-------- Records for this exercise

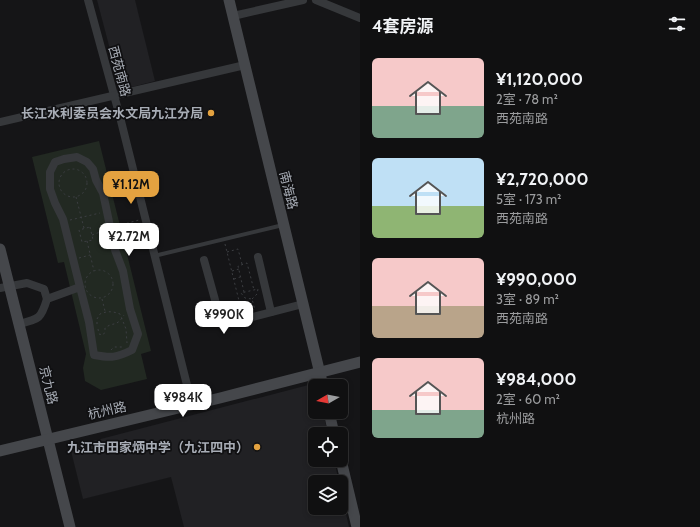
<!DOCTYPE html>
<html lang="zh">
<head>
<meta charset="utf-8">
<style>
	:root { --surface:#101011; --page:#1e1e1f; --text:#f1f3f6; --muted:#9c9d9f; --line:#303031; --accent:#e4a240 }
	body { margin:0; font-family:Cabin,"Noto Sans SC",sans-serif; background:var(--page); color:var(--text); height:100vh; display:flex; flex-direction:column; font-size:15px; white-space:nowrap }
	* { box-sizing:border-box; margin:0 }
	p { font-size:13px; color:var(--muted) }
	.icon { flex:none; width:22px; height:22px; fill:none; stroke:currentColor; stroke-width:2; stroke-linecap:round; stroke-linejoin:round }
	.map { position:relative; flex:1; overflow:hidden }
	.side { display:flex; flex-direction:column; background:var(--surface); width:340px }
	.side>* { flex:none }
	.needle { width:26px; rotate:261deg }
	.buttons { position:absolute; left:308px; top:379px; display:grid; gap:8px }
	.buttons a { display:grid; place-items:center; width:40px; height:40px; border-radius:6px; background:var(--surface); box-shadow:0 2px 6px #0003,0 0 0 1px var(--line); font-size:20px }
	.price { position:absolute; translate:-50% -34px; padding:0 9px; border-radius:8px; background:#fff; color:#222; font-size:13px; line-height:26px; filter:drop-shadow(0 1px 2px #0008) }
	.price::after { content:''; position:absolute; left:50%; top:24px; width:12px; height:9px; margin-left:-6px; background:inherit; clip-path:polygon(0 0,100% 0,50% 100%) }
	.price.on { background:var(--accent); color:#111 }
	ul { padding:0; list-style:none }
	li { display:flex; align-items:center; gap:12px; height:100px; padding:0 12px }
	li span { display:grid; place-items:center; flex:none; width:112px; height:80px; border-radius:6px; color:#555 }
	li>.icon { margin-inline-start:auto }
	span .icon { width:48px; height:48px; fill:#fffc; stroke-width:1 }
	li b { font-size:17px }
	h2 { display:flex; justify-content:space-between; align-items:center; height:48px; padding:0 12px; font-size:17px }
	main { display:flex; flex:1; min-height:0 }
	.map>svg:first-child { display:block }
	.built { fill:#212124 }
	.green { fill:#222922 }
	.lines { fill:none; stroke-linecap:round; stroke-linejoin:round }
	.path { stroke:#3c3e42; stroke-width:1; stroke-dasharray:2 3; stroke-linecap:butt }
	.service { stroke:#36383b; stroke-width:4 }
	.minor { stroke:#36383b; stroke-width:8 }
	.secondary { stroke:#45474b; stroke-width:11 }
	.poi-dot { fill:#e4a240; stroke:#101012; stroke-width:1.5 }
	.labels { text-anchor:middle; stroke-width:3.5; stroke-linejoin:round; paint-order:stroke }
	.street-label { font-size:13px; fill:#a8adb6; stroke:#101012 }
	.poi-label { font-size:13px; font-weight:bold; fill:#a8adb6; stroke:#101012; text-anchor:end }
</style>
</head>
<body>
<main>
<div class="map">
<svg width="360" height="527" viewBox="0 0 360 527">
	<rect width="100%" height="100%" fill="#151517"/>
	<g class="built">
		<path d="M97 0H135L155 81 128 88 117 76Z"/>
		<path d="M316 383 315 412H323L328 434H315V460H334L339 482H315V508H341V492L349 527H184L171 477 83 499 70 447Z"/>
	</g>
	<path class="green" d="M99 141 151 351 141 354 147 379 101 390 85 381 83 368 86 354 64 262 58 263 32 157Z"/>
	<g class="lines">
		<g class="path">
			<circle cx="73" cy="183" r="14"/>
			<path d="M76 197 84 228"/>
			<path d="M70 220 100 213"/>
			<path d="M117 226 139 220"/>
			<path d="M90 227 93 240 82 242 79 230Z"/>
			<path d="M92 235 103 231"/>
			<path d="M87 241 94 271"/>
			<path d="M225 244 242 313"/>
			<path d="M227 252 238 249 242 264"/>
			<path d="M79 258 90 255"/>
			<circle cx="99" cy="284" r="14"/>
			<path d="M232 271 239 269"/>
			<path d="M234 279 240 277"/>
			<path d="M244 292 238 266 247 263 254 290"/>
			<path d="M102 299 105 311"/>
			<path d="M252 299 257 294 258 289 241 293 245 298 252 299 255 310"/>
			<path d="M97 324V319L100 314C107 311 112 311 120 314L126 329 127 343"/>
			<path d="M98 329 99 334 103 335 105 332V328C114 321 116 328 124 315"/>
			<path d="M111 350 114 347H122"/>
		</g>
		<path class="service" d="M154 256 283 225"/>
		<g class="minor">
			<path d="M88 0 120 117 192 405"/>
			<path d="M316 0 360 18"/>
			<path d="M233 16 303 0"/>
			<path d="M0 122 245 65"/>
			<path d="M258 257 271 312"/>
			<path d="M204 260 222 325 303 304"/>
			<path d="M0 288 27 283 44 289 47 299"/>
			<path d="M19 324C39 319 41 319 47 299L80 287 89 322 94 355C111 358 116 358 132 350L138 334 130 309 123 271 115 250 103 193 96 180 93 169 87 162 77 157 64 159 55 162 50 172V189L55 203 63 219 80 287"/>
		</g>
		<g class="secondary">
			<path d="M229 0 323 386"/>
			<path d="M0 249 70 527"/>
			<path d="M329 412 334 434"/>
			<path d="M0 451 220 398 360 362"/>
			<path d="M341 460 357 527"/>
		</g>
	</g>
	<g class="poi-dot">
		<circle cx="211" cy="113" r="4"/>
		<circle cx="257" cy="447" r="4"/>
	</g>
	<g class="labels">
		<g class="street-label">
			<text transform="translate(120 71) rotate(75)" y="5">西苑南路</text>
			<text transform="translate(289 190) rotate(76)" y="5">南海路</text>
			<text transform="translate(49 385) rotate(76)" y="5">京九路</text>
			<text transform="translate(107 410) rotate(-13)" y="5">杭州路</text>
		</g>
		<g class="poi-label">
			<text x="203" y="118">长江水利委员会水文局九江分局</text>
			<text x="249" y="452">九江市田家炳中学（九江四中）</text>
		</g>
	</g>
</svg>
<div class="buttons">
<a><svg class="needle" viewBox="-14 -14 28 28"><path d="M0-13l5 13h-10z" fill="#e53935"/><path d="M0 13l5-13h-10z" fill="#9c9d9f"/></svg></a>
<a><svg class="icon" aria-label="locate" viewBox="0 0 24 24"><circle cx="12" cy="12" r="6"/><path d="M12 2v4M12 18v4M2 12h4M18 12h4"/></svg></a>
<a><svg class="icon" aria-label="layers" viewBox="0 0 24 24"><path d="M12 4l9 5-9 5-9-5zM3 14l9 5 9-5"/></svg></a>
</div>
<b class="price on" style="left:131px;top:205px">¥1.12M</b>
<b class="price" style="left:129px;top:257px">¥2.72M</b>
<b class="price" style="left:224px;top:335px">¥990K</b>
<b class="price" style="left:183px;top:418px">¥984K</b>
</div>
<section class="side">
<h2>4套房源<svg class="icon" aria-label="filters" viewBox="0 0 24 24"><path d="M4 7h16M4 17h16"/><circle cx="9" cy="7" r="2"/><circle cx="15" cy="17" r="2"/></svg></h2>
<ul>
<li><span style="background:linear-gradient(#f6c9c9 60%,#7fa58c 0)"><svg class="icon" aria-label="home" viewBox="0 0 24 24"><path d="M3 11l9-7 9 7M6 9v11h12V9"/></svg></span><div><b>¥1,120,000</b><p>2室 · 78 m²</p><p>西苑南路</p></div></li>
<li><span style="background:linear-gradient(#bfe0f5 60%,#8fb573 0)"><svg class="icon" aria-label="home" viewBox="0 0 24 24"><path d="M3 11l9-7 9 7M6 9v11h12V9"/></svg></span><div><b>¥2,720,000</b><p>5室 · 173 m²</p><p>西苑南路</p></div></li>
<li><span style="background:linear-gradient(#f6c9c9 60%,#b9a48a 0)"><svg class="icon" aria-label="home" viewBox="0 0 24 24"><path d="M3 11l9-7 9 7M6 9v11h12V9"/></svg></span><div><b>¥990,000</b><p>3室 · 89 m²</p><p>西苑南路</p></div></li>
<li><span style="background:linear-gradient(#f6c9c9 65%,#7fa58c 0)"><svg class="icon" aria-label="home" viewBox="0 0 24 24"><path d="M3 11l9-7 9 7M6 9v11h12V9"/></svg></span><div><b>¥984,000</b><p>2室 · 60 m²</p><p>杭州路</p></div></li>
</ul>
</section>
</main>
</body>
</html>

----------------
-------- Records for this exercise

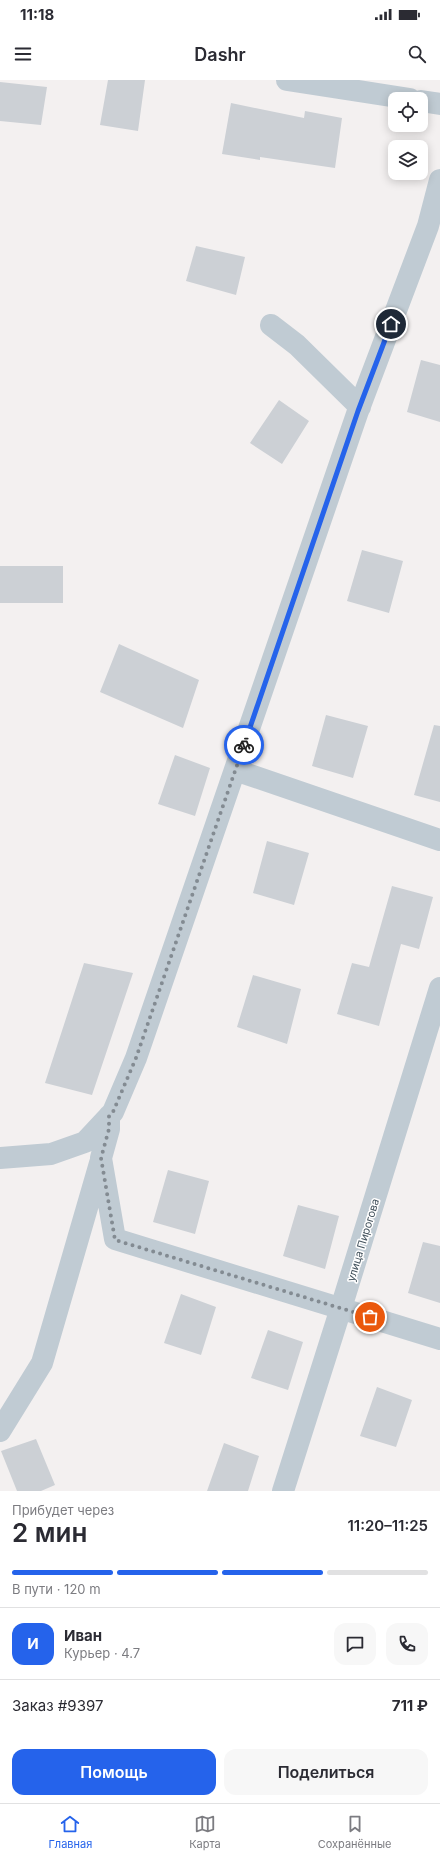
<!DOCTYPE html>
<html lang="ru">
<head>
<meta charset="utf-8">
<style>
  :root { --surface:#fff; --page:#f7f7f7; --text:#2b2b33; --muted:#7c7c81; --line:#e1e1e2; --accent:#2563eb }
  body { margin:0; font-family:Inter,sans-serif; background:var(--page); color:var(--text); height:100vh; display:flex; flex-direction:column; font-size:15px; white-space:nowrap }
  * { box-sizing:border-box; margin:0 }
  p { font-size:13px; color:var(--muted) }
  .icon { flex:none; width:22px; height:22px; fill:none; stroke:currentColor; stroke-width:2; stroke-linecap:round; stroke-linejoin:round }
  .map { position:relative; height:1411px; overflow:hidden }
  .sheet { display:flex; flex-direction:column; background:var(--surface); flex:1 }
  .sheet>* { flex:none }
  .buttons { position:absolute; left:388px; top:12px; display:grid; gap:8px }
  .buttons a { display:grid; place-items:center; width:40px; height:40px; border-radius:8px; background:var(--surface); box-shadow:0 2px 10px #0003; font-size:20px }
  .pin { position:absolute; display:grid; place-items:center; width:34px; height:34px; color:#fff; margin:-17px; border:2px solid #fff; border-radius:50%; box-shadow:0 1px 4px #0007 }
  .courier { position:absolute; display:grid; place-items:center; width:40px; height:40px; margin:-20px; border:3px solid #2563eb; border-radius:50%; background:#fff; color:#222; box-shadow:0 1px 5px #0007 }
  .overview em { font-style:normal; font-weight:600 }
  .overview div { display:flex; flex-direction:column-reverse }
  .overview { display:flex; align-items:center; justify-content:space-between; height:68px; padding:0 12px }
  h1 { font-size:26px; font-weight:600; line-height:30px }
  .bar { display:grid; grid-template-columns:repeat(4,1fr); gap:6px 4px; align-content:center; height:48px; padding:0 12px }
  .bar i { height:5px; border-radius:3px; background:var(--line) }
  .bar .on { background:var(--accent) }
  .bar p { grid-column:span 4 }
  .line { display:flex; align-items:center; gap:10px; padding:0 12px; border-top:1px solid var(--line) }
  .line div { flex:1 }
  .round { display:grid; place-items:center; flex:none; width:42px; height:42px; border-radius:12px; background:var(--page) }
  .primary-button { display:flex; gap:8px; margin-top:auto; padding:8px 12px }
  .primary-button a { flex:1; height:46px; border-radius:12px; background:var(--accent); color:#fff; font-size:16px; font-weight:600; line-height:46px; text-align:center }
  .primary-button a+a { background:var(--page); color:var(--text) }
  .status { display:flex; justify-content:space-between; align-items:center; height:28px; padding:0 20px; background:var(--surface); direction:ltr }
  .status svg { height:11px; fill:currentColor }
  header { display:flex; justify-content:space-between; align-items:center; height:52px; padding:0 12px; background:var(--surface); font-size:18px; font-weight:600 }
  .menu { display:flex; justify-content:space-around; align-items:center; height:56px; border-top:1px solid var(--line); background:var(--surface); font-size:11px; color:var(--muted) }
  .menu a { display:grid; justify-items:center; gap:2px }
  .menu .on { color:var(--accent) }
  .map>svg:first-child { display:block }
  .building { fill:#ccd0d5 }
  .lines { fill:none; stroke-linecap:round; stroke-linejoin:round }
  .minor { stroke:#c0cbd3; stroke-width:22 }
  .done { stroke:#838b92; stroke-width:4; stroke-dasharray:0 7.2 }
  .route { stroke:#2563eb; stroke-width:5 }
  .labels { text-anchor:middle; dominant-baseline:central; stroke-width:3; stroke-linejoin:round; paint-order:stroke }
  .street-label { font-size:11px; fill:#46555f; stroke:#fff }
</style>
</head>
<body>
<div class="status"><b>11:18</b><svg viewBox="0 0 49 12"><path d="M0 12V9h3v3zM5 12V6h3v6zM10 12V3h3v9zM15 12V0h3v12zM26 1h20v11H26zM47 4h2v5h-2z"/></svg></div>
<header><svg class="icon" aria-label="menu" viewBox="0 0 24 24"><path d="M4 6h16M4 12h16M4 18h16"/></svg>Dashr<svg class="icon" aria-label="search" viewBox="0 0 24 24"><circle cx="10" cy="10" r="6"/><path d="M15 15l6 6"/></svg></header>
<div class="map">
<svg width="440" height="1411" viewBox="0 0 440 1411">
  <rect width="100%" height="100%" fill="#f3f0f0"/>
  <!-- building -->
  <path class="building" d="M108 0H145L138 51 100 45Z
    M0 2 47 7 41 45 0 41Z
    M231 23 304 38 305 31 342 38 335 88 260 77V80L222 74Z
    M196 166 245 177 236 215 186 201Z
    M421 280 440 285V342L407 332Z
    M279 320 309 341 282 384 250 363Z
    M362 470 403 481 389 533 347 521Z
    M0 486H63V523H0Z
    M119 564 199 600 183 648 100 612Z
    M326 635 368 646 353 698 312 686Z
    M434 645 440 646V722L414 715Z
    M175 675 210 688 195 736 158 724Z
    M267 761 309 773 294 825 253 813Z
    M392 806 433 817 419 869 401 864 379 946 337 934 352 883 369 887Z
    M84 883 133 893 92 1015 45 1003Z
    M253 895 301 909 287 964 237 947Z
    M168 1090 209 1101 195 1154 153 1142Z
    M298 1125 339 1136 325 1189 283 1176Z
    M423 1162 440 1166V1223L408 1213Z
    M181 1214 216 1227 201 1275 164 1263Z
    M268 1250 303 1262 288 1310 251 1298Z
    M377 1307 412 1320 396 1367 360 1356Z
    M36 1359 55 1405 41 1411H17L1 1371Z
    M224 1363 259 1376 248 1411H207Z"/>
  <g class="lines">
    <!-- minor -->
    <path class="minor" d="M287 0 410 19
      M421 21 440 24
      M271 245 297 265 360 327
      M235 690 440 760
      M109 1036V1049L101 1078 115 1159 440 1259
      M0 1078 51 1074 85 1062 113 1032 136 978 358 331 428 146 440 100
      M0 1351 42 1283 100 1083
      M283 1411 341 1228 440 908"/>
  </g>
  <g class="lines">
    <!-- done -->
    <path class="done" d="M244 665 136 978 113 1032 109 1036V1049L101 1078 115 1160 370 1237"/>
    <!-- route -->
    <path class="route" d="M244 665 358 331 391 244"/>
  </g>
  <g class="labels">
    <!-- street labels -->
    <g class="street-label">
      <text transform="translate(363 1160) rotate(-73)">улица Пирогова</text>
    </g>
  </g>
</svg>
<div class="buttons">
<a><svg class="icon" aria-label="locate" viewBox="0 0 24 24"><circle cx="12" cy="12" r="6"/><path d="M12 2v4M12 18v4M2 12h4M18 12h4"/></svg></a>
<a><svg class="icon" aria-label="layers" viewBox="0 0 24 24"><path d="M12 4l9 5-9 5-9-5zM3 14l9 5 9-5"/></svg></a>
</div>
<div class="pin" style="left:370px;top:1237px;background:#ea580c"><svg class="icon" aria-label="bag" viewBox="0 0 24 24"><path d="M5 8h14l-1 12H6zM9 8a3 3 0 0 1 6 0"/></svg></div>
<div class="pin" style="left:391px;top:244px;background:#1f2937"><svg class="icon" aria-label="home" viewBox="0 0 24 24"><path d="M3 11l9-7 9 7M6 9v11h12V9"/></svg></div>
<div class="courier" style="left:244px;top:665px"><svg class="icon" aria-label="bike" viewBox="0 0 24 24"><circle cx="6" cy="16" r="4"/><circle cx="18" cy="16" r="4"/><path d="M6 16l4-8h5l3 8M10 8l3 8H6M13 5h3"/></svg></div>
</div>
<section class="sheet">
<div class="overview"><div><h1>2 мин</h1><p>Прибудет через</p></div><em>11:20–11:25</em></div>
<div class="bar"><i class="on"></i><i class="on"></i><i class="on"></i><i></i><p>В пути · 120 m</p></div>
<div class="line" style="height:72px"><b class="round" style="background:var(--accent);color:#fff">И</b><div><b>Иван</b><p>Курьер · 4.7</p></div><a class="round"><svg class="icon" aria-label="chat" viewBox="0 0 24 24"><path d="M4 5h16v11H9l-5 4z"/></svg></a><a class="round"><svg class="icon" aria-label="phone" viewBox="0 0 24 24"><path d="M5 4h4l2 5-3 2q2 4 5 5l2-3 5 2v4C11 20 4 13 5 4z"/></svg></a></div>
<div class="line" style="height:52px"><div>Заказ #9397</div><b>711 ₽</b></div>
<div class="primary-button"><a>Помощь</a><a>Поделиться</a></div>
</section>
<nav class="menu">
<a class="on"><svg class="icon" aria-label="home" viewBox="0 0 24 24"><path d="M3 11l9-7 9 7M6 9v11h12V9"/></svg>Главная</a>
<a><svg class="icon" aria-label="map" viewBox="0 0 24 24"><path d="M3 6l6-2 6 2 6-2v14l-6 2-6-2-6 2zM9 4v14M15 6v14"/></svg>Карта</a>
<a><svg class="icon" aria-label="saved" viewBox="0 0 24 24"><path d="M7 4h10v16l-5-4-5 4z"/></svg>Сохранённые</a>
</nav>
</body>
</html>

----------------

Action item: Every line of the data that includes the word "serif" should be copied.

The completed task:
	body { margin:0; font-family:Cabin,"Noto Sans SC",sans-serif; background:var(--page); color:var(--text); height:100vh; display:flex; flex-direction:column; font-size:15px; white-space:nowrap }
  body { margin:0; font-family:Inter,sans-serif; background:var(--page); color:var(--text); height:100vh; display:flex; flex-direction:column; font-size:15px; white-space:nowrap }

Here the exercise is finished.